UPDATE: Republican Michigan lawmakers who’ve rammed “right to work” for less legislation through the state House and Senate, didn’t have to do much original work in drafting the anti-worker law. They just turned to model legislation playbook from the extremist American Legislative Council (ALEC) and copied verbatim. Take a look at this side-by-side comparison from our friends at the Center for Media and Democracy (CMD).
UPDATE: Last week, when Michigan Republicans in the state House and Senate rammed through “right to work” for less legislation, they tried to ensure the measure would never come before voters by including an appropriation, which, under Michigan law, means it cannot be put to a “citizens veto” referendum. This morning, House Republicans defeated an amendment to eliminate the funding that would have made right to work referendum-eligible in 2013 and, if qualified for the ballot, delayed the law’s implementation.
But with a higher signature threshold, Michigan working families can put an initiative on the 2014 ballot to overturn the “right to work” for less law. It also would force Snyder and his Republican colleagues running for re-election to defend their undemocratic steamrolling of the bill through the legislature.
UPDATE:Estimates from the Michigan State Police peg the crowd at more than 10,000 people outside the Capitol in Lansing and some 2,500 inside.
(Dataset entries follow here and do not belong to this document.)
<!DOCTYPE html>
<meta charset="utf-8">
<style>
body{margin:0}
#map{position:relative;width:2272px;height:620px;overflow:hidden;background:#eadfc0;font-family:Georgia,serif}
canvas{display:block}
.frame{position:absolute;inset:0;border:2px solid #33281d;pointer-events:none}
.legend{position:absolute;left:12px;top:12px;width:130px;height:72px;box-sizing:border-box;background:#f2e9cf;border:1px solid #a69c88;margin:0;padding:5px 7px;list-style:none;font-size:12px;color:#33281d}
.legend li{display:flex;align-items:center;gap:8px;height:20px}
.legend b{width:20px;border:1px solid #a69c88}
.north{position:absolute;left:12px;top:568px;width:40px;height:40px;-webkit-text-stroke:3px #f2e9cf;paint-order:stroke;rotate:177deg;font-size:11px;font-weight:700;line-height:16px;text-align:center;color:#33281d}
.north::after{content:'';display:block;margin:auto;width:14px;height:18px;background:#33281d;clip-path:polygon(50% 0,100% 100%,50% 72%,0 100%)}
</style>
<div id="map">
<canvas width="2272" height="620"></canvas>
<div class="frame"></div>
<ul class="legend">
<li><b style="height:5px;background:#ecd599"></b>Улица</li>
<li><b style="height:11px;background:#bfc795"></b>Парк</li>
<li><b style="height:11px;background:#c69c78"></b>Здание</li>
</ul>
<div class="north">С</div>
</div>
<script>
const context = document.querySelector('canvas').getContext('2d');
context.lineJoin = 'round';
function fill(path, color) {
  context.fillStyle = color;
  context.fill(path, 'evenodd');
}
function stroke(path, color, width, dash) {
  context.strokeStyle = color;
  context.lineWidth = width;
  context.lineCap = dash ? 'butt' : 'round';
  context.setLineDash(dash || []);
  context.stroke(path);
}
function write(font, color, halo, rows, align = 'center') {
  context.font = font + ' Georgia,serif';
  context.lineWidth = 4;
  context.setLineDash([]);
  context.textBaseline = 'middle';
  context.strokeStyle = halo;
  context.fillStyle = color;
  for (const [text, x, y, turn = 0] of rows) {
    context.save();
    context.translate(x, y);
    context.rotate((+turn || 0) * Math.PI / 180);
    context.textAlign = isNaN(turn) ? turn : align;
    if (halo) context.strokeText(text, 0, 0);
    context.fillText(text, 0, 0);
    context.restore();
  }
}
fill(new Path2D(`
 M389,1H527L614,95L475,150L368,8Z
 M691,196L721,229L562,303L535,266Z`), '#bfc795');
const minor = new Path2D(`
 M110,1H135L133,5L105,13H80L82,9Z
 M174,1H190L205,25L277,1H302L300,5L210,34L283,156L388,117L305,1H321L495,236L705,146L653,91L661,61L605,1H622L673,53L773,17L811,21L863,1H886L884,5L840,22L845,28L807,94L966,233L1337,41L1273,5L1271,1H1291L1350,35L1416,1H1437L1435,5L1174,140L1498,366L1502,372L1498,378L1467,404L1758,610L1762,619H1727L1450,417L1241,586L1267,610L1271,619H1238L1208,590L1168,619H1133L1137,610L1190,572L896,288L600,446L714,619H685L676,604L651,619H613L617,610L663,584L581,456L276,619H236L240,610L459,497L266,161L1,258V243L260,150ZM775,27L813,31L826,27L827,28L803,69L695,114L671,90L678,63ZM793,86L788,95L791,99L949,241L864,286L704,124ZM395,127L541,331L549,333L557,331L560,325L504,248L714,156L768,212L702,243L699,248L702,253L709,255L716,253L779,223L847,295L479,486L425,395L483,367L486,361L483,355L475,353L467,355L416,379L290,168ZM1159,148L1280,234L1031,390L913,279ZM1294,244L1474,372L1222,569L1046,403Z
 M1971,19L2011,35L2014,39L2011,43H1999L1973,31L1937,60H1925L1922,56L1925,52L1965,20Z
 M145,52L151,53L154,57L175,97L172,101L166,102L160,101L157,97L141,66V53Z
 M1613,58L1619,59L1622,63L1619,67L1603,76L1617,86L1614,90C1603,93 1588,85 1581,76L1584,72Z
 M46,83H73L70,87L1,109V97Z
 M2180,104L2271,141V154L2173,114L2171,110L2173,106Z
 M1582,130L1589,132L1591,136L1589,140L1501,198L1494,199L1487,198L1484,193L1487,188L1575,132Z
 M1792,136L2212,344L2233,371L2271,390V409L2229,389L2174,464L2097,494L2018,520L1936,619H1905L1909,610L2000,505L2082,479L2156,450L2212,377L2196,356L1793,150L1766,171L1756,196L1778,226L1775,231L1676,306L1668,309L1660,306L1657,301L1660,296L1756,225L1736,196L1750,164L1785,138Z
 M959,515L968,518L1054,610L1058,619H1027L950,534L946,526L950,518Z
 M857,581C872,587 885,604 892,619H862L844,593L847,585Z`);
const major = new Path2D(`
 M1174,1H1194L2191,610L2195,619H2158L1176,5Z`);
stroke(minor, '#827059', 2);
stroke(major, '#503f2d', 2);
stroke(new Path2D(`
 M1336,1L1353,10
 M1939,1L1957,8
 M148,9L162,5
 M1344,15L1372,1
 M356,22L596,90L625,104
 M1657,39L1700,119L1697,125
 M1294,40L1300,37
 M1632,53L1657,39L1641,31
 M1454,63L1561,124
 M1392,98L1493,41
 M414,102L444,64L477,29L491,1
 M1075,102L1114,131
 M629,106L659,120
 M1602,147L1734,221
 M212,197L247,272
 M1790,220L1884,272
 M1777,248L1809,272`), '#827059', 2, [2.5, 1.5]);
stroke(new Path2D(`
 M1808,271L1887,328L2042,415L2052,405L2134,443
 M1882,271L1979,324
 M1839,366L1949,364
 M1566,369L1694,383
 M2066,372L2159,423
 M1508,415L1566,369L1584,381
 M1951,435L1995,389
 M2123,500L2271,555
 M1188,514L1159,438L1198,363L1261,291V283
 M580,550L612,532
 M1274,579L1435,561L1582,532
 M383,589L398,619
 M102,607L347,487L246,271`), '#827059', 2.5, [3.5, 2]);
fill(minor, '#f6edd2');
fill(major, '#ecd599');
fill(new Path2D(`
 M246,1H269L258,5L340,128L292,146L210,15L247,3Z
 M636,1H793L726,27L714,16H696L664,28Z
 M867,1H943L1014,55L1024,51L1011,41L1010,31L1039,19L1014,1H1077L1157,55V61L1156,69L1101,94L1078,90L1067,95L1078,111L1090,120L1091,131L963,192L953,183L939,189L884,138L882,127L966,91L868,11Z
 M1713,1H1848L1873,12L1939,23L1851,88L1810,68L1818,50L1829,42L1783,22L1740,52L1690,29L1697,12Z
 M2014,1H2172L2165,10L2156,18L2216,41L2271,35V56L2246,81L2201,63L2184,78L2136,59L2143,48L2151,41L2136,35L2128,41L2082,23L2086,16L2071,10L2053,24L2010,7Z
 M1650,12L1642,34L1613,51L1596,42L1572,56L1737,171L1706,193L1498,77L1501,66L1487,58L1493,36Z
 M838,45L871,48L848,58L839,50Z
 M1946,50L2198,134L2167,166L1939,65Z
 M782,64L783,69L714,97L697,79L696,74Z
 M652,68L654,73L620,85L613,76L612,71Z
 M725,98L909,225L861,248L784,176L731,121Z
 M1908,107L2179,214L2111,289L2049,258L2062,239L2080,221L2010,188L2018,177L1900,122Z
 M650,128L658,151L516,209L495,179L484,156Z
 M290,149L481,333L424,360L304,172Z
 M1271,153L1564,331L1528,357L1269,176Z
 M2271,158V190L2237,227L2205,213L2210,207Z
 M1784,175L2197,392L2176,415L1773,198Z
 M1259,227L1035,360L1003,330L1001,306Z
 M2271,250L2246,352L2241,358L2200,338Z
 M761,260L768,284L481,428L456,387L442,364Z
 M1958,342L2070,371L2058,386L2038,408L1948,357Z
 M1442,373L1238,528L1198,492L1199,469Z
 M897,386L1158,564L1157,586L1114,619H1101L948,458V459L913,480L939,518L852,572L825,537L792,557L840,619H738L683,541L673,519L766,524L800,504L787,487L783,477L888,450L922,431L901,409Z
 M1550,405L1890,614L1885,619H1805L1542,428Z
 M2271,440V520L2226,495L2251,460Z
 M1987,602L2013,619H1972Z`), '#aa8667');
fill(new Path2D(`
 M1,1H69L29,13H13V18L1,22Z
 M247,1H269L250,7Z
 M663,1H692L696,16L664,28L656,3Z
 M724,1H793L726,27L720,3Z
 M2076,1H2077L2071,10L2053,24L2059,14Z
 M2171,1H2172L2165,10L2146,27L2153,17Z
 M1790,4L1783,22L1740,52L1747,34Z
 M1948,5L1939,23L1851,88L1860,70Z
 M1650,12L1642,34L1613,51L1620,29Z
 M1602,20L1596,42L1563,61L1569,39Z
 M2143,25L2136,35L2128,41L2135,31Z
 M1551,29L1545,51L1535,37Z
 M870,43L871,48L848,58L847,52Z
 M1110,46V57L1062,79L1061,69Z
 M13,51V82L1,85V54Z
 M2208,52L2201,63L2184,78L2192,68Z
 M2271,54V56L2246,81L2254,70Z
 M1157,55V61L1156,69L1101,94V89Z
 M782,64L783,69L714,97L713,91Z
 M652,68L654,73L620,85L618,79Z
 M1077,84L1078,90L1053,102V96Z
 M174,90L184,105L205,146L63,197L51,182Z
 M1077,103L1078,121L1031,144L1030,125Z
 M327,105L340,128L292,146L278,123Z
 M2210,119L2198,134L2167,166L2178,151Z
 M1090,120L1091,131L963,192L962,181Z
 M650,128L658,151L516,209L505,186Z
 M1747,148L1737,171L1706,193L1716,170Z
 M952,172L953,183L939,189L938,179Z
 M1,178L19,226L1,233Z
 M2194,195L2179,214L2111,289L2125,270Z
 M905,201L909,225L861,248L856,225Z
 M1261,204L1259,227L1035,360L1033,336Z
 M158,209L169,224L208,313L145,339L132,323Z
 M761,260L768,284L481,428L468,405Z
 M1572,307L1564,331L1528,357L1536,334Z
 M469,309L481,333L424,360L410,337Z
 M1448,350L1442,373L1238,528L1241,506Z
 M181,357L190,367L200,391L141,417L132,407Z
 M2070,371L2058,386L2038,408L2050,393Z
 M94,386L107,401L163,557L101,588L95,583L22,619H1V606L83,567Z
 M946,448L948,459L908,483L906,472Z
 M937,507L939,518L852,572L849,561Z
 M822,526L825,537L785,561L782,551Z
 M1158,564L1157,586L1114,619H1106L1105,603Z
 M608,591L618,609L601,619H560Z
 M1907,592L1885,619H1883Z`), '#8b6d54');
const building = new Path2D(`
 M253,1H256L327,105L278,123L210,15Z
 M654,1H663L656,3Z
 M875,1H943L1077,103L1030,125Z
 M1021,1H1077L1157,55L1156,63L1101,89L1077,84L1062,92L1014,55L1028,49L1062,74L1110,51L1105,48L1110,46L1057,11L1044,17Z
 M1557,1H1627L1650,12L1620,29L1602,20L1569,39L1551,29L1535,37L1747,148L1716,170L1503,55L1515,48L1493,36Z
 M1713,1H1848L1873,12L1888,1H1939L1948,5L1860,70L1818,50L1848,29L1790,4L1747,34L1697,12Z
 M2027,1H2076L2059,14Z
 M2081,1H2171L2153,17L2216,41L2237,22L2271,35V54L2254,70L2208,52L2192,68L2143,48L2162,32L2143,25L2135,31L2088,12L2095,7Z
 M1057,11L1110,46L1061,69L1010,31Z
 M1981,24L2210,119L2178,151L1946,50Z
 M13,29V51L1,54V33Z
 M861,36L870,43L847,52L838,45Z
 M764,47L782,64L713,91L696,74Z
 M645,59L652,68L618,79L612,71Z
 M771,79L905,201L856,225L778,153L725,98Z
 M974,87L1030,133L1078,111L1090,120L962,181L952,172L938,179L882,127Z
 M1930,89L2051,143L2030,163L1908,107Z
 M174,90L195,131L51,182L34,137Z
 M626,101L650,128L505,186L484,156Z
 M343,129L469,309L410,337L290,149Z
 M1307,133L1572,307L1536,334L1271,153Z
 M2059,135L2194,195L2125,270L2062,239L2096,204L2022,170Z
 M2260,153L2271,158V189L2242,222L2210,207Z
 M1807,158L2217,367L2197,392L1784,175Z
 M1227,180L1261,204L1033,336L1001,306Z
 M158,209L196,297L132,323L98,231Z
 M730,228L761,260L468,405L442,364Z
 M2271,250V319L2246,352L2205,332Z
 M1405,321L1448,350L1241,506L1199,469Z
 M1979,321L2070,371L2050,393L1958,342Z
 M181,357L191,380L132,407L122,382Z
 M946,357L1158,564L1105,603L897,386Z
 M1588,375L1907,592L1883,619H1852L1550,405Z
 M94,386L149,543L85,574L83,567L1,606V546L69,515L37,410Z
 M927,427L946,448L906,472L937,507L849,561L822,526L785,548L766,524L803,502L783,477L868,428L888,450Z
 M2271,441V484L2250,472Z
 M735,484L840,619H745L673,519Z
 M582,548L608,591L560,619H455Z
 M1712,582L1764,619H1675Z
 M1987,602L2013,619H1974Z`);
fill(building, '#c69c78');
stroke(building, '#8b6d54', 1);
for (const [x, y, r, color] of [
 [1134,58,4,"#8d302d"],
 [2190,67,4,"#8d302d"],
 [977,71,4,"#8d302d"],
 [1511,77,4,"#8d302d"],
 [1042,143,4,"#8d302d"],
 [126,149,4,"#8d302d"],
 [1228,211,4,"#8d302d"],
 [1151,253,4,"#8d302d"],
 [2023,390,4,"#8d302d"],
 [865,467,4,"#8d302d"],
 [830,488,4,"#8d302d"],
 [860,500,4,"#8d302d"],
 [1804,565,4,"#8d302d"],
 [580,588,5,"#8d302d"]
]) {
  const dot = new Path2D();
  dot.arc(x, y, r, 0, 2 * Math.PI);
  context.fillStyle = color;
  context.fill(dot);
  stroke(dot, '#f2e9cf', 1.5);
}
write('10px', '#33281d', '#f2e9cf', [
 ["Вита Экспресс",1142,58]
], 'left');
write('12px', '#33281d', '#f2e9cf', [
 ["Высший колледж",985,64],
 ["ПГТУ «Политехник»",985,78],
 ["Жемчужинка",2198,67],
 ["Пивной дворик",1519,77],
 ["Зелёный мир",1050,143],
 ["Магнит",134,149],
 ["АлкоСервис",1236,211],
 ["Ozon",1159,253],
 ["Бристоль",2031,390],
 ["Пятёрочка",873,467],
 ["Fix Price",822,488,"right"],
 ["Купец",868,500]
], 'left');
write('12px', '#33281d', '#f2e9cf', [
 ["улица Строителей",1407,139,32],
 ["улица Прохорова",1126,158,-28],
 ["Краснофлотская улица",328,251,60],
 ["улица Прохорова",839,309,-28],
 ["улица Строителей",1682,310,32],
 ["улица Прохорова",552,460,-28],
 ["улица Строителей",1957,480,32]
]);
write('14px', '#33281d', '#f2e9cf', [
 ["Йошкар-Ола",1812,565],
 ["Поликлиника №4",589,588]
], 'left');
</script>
UPDATE: As today’s big action gets under way, a new report from the Economic Policy Institute (EPI) refutes Gov. Rick Snyder’s (R) claims and those of other backers of “right to work” for less that such laws boost a state’s economy, draw new businesses and grow jobs. The report looks at the impact of "right to work" in Indiana—which Snyder cited as a success model—and finds no proof that a single company moved to the state because of “right to work” or that the law has significantly impacted Hoosier job growth. Read the report.
Today, thousands of people are coming together in Lansing, Mich., to march on the state Capitol to fight back against Gov. Rick Snyder’s (R) and Republican legislators’ steamrolling “right to work” for less legislation without public debate or hearings.